Topic: GitHub tarball regeneration


view this post on Zulip Karl Palmskog (Jan 30 2023 at 21:39):

it unfortunately looks like GitHub has regenerated every tarball on GitHub and given them a new checksum. So all tarballs in opam archives now have the wrong checksum.

view this post on Zulip Karl Palmskog (Jan 30 2023 at 21:40):

example: https://github.com/coq/coq/archive/refs/tags/V8.16.1.tar.gz now has sha256 checksum 69cfad0e2faa202d1ad6db86b576086ce7dfea6e4e123d94c689269cf43f5606 instead of what is in the opam archive (583471c8ed4f227cb374ee8a13a769c46579313d407db67a82d202ee48300e4b).

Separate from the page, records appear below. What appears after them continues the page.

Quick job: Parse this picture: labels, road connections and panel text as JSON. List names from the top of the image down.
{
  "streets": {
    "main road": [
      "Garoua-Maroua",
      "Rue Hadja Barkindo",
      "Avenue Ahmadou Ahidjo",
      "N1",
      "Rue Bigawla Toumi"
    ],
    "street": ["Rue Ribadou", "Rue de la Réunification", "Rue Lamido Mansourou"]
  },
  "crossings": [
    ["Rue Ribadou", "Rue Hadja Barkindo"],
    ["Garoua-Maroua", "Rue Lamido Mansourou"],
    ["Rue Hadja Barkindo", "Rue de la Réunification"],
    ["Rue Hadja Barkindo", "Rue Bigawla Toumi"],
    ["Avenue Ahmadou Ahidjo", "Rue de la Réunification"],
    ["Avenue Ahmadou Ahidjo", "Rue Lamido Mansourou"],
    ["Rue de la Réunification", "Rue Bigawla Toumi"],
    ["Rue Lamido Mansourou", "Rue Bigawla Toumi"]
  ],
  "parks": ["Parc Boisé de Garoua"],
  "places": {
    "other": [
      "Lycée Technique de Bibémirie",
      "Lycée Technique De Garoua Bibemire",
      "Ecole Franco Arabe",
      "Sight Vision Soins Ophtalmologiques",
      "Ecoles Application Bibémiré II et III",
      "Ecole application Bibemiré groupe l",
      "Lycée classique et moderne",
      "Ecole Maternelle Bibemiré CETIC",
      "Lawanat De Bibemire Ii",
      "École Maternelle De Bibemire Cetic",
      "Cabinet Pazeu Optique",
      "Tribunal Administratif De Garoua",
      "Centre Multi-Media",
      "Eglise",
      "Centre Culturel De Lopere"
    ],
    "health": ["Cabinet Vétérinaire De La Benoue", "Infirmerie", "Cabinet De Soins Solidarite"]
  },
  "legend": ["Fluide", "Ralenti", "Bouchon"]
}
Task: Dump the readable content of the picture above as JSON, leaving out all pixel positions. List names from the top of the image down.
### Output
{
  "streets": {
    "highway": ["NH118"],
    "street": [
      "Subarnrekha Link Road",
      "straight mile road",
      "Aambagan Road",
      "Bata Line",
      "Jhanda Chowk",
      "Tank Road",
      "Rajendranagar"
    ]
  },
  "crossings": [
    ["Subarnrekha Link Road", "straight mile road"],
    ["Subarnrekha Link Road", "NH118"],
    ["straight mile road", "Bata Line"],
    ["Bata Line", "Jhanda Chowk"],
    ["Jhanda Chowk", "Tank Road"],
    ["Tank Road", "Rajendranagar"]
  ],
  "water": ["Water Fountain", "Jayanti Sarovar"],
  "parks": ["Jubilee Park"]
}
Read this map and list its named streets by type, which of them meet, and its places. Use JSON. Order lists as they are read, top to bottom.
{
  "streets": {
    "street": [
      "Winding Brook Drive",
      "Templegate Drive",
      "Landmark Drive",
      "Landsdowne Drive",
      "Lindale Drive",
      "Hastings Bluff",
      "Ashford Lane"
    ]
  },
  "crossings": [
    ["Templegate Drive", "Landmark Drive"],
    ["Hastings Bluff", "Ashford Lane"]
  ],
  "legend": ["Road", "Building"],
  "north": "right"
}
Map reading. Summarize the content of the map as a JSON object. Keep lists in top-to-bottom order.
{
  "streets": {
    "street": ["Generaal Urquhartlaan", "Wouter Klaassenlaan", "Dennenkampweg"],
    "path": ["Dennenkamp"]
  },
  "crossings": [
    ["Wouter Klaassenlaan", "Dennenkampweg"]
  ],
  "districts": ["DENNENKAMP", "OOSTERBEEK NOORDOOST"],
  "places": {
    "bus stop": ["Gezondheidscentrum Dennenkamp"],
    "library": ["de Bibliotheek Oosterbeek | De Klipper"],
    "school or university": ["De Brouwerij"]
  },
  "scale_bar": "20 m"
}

view this post on Zulip Karl Palmskog (Jan 30 2023 at 21:41):

this can rapidly become a huge problem in all automation that uses stable packages

view this post on Zulip Karl Palmskog (Jan 30 2023 at 21:43):

I have no idea how to tackle this problem efficiently, but we are at least not alone in this predicament

view this post on Zulip Karl Palmskog (Jan 30 2023 at 21:51):

sigh: https://github.blog/changelog/2023-01-30-git-archive-checksums-may-change/

GitHub doesn't guarantee the stability of checksums for automatically generated archives. If you need to rely on a consistent checksum, you may upload archives directly to GitHub Releases.

view this post on Zulip Karl Palmskog (Jan 30 2023 at 21:53):

so now we just got two pretty significant problems/tasks: (1) update every autogen archive checksum, (2) upload stable archive for at least every platform package...

view this post on Zulip Karl Palmskog (Jan 30 2023 at 21:56):

@Théo Zimmermann can you please add this (uploading stable archive to GitHub) to the RM tasklist? Regardless of whether GitHub rolls this back (they broke a lot of people's CI and other stuff), I think it would be good practice for Coq.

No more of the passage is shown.